:: Exercise details ::
Each line containing the word "function" must be copied from the material below.

:: Input material ::

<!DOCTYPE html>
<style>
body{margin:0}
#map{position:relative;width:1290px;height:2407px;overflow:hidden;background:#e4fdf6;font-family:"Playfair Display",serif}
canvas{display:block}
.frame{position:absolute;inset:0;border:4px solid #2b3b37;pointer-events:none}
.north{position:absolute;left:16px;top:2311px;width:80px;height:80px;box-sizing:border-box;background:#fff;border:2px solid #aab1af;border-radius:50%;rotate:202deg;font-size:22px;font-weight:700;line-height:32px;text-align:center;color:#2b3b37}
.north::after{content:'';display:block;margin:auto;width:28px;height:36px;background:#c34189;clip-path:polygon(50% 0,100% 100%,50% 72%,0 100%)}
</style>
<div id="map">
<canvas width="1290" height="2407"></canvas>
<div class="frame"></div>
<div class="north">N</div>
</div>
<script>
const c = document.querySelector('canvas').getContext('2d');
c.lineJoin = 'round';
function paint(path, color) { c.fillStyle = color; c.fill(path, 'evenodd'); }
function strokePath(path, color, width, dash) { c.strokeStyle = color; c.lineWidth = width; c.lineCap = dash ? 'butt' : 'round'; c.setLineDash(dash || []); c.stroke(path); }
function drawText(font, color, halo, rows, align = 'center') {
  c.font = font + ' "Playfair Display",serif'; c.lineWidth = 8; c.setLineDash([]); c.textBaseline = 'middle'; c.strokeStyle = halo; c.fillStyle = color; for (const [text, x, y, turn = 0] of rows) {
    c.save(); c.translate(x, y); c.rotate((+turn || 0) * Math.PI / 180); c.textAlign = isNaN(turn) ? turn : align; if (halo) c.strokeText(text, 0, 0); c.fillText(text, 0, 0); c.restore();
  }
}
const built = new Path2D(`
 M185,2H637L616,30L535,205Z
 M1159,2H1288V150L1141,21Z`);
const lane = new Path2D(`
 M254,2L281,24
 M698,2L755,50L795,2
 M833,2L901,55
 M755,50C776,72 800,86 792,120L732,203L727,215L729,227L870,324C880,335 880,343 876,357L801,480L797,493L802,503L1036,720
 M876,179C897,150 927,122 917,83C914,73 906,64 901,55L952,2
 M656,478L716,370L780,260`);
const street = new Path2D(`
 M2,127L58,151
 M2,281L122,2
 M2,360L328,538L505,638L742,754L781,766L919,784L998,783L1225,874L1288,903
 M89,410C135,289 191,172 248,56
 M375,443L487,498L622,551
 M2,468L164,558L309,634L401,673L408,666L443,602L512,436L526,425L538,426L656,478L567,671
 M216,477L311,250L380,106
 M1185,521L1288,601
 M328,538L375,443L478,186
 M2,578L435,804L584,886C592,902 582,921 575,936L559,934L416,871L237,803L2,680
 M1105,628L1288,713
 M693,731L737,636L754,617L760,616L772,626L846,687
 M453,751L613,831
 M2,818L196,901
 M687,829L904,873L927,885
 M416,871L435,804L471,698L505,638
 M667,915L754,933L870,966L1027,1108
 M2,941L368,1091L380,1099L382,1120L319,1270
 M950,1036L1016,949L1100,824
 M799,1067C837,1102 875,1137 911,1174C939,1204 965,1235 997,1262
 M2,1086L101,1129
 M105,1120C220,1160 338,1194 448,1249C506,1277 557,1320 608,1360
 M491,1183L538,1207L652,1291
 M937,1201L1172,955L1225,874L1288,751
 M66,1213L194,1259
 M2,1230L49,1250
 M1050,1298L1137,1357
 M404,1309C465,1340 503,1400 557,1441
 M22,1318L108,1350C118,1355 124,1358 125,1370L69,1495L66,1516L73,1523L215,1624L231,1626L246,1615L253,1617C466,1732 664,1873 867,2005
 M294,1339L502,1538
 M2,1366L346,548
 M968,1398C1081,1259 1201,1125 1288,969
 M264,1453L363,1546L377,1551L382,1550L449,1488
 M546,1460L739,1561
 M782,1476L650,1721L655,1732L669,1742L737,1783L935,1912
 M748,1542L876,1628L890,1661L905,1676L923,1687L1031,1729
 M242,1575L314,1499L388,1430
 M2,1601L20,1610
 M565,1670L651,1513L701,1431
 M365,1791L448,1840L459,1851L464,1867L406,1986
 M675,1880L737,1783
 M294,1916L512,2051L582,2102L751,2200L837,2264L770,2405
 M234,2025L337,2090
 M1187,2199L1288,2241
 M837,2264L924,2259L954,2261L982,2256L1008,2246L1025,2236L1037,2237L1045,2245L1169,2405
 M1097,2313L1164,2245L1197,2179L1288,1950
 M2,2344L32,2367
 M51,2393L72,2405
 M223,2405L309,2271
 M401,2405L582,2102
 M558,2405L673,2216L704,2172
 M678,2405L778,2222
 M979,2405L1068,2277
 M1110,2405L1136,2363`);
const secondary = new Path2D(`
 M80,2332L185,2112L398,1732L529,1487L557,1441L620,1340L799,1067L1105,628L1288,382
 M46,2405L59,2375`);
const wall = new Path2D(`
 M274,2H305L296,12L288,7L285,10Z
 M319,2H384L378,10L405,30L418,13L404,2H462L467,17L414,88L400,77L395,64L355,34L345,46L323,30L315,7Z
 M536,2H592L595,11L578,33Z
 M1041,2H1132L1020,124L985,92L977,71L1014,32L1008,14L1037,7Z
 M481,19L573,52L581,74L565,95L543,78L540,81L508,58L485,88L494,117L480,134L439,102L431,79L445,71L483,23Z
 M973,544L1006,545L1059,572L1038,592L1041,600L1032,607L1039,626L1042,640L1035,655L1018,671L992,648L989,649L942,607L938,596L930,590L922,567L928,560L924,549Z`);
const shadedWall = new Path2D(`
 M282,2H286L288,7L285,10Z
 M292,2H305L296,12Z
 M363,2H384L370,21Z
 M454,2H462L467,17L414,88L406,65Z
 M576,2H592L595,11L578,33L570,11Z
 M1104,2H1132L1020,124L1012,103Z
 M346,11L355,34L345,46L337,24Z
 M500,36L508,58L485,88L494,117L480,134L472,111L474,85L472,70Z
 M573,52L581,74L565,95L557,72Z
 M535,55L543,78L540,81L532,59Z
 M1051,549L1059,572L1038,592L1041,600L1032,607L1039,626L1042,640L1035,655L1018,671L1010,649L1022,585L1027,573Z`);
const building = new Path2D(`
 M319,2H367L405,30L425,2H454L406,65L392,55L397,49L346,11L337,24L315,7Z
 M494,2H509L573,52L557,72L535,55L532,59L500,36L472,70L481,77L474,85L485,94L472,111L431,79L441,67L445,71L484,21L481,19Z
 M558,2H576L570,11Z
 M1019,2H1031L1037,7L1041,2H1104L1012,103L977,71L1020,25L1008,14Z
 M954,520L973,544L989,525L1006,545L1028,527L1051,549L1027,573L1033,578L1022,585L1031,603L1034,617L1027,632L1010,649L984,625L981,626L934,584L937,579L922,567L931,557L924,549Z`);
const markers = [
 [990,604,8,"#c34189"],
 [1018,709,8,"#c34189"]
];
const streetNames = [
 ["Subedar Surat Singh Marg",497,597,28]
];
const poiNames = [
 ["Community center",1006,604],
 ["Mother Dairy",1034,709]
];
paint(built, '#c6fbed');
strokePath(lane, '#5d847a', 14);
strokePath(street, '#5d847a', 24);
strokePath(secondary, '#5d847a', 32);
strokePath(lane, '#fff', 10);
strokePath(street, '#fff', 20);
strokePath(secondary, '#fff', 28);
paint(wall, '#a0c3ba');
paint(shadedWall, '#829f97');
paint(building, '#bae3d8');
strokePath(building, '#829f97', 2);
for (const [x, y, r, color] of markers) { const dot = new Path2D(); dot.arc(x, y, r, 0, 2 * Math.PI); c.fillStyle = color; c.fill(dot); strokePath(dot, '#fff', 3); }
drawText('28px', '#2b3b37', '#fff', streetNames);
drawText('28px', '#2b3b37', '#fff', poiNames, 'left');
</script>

:: Solution for this problem ::
function paint(path, color) { c.fillStyle = color; c.fill(path, 'evenodd'); }
function strokePath(path, color, width, dash) { c.strokeStyle = color; c.lineWidth = width; c.lineCap = dash ? 'butt' : 'round'; c.setLineDash(dash || []); c.stroke(path); }
function drawText(font, color, halo, rows, align = 'center') {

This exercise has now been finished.